▶ DESCRIPTION OF THE TASK
In the listing that follows, the lines starting at the one containing "position:absolute; inset:0; border:8px" and ending at the one containing "function write(font, color, halo, rows, align" are to be returned exactly, both boundary lines included, and no others.

▶ DATA LISTING
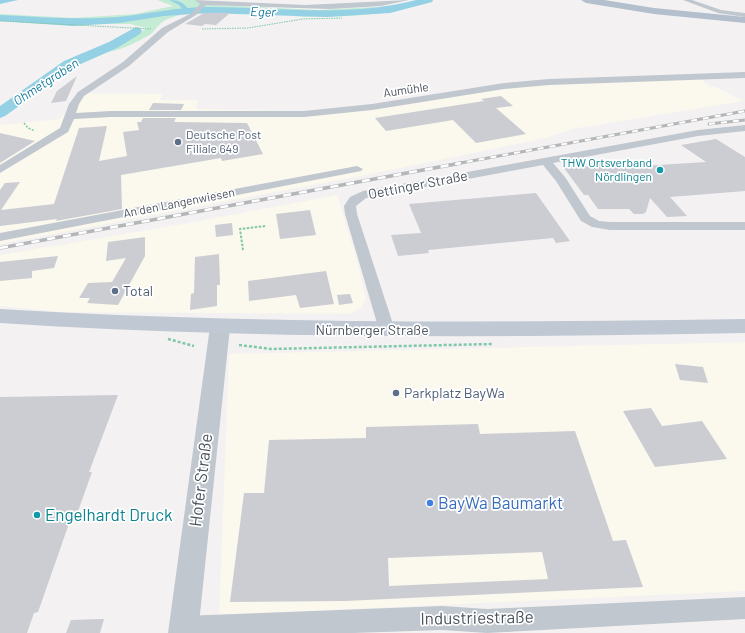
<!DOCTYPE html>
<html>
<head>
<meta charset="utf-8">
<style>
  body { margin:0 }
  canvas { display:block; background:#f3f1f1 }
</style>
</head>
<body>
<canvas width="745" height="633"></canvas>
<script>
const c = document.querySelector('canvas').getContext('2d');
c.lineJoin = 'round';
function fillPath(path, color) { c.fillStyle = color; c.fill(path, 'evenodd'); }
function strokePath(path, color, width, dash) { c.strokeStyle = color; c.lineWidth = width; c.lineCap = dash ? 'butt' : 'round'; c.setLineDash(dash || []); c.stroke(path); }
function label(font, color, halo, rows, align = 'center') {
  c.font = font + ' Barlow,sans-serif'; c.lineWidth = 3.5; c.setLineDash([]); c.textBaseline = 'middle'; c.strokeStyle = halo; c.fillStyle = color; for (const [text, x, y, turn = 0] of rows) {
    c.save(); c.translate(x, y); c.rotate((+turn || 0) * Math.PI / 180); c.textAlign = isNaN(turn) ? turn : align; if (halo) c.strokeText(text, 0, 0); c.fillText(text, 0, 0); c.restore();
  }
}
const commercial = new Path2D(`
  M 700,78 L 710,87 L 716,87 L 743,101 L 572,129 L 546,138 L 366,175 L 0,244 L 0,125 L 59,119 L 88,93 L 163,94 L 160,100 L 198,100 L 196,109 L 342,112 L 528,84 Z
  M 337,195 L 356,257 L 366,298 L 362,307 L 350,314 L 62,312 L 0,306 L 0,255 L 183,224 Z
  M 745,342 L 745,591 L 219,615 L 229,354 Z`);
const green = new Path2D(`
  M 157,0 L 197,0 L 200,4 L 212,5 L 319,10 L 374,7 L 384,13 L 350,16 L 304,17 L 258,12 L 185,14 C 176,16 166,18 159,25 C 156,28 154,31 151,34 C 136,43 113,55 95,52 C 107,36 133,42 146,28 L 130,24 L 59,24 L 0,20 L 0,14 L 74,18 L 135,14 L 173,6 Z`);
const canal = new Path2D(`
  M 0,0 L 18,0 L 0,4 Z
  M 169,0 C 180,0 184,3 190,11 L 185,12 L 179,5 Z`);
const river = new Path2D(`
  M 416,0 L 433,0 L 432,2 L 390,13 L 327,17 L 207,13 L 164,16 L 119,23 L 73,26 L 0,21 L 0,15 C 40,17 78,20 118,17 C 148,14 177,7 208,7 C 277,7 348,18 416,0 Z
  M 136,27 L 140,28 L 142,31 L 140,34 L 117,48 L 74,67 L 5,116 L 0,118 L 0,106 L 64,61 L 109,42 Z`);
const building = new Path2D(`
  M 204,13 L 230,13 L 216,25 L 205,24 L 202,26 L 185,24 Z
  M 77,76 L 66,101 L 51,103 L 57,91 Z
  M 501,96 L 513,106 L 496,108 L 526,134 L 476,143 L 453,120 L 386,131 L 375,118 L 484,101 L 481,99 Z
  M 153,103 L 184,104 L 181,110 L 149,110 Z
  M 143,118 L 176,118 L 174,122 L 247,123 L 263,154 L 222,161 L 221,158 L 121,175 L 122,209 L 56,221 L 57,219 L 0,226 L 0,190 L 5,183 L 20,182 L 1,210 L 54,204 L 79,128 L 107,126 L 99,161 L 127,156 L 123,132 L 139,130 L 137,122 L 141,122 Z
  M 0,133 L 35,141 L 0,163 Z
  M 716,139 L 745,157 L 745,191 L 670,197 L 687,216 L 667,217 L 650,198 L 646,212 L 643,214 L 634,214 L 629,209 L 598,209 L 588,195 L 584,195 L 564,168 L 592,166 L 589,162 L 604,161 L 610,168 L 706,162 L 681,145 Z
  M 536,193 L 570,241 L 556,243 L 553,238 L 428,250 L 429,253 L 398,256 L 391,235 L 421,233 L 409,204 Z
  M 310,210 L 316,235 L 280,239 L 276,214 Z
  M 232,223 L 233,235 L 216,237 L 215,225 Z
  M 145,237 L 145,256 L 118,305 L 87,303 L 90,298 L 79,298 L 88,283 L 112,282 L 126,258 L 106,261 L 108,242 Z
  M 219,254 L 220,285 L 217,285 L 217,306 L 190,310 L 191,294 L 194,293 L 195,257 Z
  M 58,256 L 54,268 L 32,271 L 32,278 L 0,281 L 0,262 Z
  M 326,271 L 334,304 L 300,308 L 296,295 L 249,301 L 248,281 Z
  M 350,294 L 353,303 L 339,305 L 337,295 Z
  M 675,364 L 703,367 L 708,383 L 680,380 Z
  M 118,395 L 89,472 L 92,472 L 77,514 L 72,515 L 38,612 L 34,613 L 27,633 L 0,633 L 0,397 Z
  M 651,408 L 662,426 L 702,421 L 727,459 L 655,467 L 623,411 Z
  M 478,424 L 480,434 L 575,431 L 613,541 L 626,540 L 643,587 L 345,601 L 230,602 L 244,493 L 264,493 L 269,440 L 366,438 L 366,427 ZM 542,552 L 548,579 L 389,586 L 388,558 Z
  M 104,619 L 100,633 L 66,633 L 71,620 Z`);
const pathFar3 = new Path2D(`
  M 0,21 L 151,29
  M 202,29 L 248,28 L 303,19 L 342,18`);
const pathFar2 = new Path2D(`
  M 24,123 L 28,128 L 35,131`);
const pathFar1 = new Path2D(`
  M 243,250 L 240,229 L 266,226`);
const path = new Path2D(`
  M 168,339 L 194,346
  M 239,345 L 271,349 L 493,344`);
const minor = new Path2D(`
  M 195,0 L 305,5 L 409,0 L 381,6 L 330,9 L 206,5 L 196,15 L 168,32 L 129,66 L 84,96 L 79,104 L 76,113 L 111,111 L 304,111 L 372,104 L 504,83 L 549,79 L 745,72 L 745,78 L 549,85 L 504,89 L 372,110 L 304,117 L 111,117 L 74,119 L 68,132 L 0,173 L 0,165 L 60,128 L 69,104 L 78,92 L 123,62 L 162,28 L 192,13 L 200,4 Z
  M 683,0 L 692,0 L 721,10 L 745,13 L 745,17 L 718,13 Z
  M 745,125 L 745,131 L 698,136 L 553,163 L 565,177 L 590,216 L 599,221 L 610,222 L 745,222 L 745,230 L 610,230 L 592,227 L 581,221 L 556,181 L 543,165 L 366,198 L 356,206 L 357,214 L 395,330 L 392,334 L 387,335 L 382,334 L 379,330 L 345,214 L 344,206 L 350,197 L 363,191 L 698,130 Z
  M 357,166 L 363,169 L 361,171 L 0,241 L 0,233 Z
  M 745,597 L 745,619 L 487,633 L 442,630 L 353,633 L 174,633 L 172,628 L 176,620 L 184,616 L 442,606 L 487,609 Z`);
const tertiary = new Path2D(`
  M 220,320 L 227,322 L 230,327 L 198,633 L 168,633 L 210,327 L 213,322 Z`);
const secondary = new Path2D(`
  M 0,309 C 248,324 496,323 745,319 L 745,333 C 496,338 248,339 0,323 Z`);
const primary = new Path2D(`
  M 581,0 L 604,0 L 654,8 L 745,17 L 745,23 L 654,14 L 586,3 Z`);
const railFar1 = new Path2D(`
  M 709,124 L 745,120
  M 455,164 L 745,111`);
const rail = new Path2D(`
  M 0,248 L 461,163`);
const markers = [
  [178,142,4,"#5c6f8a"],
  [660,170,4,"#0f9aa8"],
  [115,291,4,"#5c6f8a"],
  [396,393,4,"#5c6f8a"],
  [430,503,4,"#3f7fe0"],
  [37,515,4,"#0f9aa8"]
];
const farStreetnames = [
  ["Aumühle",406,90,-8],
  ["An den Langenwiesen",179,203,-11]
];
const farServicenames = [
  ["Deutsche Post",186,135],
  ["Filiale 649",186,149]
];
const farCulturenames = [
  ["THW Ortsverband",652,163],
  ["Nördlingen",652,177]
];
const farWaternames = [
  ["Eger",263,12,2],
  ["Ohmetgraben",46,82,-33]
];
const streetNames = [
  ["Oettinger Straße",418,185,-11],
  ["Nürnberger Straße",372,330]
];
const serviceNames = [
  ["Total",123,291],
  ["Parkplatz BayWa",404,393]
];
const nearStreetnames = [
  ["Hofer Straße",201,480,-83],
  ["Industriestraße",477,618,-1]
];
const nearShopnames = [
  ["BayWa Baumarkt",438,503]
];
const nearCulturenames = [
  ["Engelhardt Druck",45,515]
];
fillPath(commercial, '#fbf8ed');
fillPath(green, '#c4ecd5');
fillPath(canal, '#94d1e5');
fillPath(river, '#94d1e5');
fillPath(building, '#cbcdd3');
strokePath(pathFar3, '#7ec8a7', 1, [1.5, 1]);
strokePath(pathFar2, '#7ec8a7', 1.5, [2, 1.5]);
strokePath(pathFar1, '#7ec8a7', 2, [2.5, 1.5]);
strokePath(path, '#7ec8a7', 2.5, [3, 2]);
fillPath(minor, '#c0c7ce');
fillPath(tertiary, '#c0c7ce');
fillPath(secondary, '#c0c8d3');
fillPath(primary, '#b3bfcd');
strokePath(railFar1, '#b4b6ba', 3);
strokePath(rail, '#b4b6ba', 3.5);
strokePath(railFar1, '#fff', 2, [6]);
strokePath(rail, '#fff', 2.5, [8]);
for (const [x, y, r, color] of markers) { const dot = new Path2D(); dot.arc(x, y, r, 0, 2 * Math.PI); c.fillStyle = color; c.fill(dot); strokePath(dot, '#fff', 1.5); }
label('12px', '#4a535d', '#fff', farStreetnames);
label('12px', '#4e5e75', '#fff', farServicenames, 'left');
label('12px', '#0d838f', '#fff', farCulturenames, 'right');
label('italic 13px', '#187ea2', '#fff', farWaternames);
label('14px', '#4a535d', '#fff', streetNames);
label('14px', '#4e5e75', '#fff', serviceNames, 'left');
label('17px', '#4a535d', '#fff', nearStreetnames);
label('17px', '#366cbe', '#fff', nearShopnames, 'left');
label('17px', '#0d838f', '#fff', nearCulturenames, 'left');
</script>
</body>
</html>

==

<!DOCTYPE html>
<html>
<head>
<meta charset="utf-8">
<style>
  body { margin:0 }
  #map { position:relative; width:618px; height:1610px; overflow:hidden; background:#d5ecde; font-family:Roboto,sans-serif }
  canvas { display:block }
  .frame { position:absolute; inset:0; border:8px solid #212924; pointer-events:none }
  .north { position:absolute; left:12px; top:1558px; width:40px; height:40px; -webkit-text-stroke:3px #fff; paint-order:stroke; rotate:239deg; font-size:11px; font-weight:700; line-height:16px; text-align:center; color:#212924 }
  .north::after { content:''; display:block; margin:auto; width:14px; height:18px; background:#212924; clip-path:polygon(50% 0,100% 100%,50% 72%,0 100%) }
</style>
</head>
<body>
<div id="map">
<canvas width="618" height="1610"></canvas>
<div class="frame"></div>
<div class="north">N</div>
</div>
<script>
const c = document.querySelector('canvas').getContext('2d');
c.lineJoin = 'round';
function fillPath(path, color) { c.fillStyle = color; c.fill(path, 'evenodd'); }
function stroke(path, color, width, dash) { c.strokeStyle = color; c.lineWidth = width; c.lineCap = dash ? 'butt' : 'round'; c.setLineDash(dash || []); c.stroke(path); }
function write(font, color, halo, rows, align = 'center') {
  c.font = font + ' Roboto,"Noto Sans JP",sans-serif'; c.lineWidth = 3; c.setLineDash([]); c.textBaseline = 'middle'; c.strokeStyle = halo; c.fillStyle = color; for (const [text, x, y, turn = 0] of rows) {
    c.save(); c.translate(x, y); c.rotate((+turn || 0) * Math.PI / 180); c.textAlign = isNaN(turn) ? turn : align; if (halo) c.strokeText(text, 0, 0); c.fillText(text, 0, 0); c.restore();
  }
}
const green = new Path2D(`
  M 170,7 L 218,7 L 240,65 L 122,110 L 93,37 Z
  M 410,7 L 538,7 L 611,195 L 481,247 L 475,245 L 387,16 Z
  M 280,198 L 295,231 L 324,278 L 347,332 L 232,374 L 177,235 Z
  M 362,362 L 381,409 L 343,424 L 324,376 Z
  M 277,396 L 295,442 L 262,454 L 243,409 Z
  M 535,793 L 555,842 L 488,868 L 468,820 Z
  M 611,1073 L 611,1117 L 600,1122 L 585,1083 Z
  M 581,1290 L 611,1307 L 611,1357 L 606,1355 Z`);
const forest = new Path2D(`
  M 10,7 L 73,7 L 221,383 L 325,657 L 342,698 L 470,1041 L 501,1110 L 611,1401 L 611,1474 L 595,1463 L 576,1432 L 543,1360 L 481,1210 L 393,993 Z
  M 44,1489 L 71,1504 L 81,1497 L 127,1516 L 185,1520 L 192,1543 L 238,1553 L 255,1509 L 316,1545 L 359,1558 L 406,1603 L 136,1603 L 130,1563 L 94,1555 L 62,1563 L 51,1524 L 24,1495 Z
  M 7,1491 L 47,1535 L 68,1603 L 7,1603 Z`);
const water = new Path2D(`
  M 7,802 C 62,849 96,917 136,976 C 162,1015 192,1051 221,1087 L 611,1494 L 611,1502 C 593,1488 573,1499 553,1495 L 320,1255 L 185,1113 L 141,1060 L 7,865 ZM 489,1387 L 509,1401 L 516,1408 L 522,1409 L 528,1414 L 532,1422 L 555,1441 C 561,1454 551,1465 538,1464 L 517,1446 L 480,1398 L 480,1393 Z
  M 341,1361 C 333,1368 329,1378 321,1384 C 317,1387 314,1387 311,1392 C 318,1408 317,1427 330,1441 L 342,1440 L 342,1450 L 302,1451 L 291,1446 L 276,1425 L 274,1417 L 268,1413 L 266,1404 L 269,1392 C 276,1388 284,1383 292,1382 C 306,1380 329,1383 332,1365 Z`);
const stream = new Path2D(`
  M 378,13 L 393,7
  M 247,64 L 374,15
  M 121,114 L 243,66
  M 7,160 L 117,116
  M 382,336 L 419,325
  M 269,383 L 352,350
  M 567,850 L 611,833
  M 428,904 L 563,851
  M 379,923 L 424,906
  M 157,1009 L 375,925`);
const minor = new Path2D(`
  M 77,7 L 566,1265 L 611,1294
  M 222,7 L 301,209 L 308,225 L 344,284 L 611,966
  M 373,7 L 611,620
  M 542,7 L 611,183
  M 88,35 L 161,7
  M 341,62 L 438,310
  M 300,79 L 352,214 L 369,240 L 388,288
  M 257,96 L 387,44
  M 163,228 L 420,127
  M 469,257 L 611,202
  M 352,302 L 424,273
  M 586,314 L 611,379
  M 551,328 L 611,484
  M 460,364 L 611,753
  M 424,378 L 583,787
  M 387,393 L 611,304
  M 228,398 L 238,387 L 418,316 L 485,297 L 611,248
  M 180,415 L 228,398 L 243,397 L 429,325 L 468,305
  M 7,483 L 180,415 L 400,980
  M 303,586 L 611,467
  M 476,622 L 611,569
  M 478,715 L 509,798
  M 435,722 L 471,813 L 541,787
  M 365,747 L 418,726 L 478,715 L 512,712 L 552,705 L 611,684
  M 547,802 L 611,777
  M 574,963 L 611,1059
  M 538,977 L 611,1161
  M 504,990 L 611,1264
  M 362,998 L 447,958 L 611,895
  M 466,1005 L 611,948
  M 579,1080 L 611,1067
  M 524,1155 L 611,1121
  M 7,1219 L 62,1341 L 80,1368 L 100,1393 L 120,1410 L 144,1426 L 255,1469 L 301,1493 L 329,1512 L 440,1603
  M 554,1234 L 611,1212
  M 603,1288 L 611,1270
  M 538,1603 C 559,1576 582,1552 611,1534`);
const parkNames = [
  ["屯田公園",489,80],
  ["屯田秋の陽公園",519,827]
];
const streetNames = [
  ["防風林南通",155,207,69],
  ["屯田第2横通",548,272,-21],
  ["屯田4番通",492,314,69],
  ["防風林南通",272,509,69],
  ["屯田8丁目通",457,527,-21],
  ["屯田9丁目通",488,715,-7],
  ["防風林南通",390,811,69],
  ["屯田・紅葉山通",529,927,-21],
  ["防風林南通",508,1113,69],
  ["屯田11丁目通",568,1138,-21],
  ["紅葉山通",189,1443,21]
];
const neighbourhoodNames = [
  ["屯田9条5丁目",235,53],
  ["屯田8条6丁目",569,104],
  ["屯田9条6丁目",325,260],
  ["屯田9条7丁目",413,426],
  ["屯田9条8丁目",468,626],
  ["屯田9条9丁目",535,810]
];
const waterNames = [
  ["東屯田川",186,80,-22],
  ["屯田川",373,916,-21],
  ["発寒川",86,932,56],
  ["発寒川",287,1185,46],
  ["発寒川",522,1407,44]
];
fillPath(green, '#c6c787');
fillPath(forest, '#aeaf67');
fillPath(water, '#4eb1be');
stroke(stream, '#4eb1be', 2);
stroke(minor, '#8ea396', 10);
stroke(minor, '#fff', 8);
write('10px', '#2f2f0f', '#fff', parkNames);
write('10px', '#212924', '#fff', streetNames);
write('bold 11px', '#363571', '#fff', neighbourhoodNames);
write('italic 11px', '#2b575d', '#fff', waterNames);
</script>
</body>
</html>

▶ PROBLEM SOLUTION
  .frame { position:absolute; inset:0; border:8px solid #212924; pointer-events:none }
  .north { position:absolute; left:12px; top:1558px; width:40px; height:40px; -webkit-text-stroke:3px #fff; paint-order:stroke; rotate:239deg; font-size:11px; font-weight:700; line-height:16px; text-align:center; color:#212924 }
  .north::after { content:''; display:block; margin:auto; width:14px; height:18px; background:#212924; clip-path:polygon(50% 0,100% 100%,50% 72%,0 100%) }
</style>
</head>
<body>
<div id="map">
<canvas width="618" height="1610"></canvas>
<div class="frame"></div>
<div class="north">N</div>
</div>
<script>
const c = document.querySelector('canvas').getContext('2d');
c.lineJoin = 'round';
function fillPath(path, color) { c.fillStyle = color; c.fill(path, 'evenodd'); }
function stroke(path, color, width, dash) { c.strokeStyle = color; c.lineWidth = width; c.lineCap = dash ? 'butt' : 'round'; c.setLineDash(dash || []); c.stroke(path); }
function write(font, color, halo, rows, align = 'center') {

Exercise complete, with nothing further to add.